Page MenuHomePhabricator

Requests originating from zhwiki wikifeeds caused parsoid outage
Open, MediumPublic

Description

From ops mailing list:

There was a restbase/parsoid outage due to a flood of requests for transforming pages on zhwiki.
This was eventually traced back to requests to the /api/rest_v1/feed/featured/yyyy/mm/dd URLs, which seem to cascade (via restbase, mobileapps, restbase again) into making 10+ requests to parsoid to urls like:

http://zh.wikipedia.org/w/rest.php/zh.wikipedia.org/v3/transform/pagebundle/to/pagebundle/<title>

These requests are expensive to parse causing the outage.

NOTE: This wasn't the first time we saw such an outage, but it was the first time we could identify the origin thanks to moving wikifeeds out of restbase and to the api gateway, with its superior observability stack.

Here is the grafana diagram for parsoid performance where the spike on language conversion is visible.
https://grafana.wikimedia.org/goto/X77YIsmIz?orgId=1

Event Timeline

From my local restbase setup I only end-up querying pagebundle/to/bundle when I am passing a specific locale to /page/html.
For example:

This doesn't hit the transformation that is computationally intensive:

curl -v 127.0.0.1:7233/zh.wikipedia.beta.wmflabs.org/v1/page/html/%E5%8D%97%E5%8C%97%E6%9C%9D

but this does:

curl -v 127.0.0.1:7233/zh.wikipedia.beta.wmflabs.org/v1/page/html/%E5%8D%97%E5%8C%97%E6%9C%9D -H 'accept-language: zh-cn'

When it comes to wikifeeds, the backend GETs page/html endpoint with the locale passed from the clients.

Change 958573 had a related patch set uploaded (by Subramanya Sastry; author: Subramanya Sastry):

[mediawiki/services/parsoid@master] Disable Zh Language converter

https://gerrit.wikimedia.org/r/958573

Change 958573 abandoned by Subramanya Sastry:

[mediawiki/services/parsoid@master] Disable Zh Language converter

Reason:

I will go with Scott's suggestion here.

https://gerrit.wikimedia.org/r/958573

Change 958593 had a related patch set uploaded (by Subramanya Sastry; author: Subramanya Sastry):

[mediawiki/services/parsoid@master] Disable Zh Language converter

https://gerrit.wikimedia.org/r/958593

Change 958995 had a related patch set uploaded (by Jgiannelos; author: Jgiannelos):

[mediawiki/services/wikifeeds@master] Strip zh variants when calling parsoid

https://gerrit.wikimedia.org/r/958995

Change 958995 merged by jenkins-bot:

[mediawiki/services/wikifeeds@master] Strip zh variants when calling parsoid

https://gerrit.wikimedia.org/r/958995

There is a workaround for wikifeeds that should fix the parsoid outage issue in the short term. Can we re-enable traffic for zhwiki on wikifeeds?

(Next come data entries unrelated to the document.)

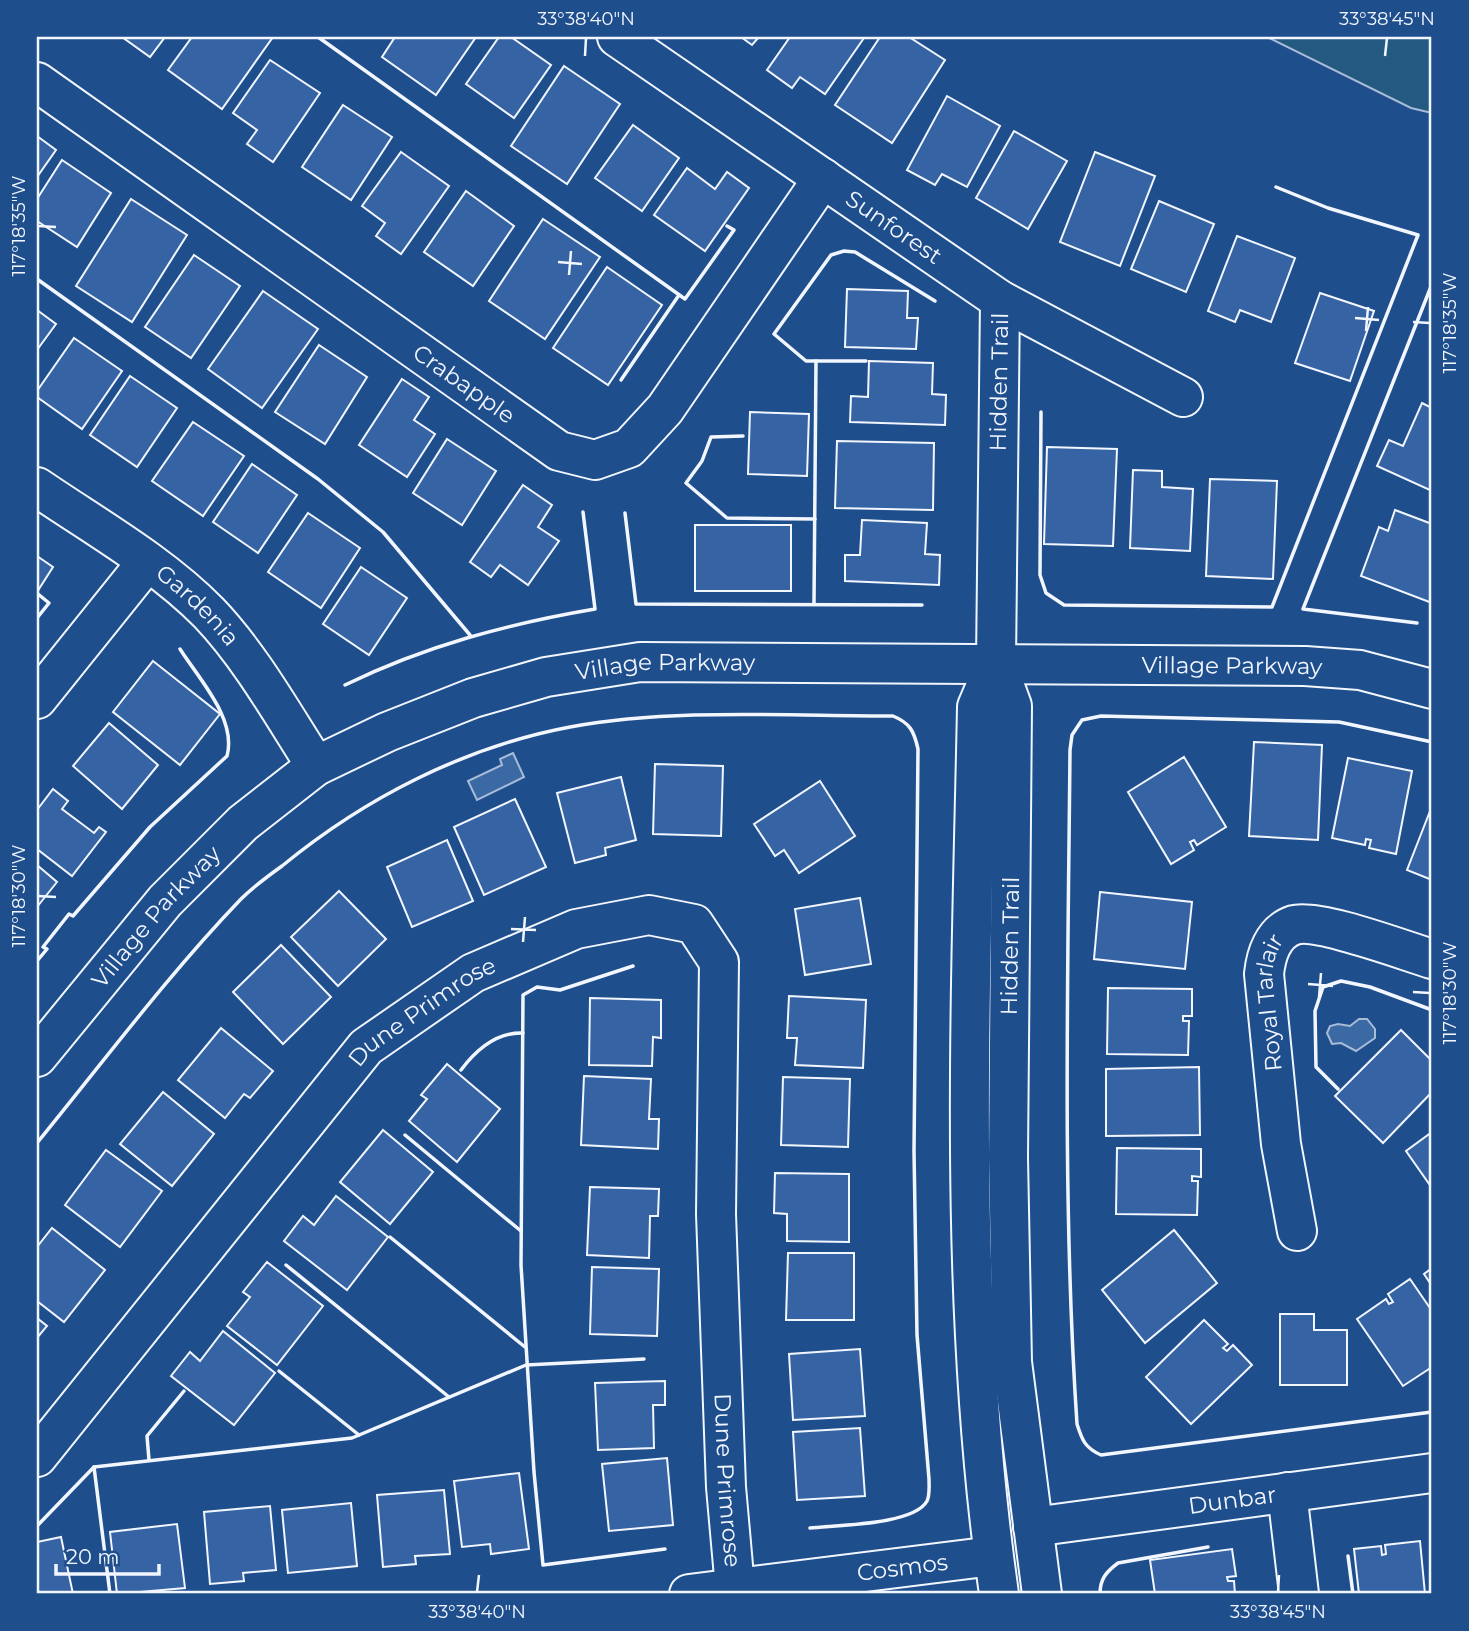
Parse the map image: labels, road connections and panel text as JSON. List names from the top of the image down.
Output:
{
  "streets": {
    "street": [
      "Sunforest",
      "Hidden Trail",
      "Crabapple",
      "Gardenia",
      "Village Parkway",
      "Royal Tarlair",
      "Dune Primrose",
      "Dunbar",
      "Cosmos"
    ]
  },
  "crossings": [
    ["Sunforest", "Hidden Trail"],
    ["Sunforest", "Crabapple"],
    ["Hidden Trail", "Village Parkway"],
    ["Hidden Trail", "Dunbar"],
    ["Gardenia", "Village Parkway"],
    ["Dune Primrose", "Cosmos"]
  ],
  "scale_bar": "20 m",
  "coordinates": [
    "33°38'40\"N",
    "33°38'45\"N",
    "117°18'35\"W",
    "117°18'30\"W"
  ]
}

I 've just disabled the rule. It's still present, but inactive. For other SREs having to re-enable it in an emergency:

puppetmaster1001:$ sudo requestctl enable cache-text/wikifeeds_featured
puppetmaster1001:$ sudo requestctl commit

I 've just re-enabled the filter, rejecting traffic, we are meeting issues with high latencies and decreased availability in the parsoid cluster.

Change 959822 had a related patch set uploaded (by Jgiannelos; author: Jgiannelos):

[mediawiki/services/wikifeeds@master] Strip zh variants when calling summary

https://gerrit.wikimedia.org/r/959822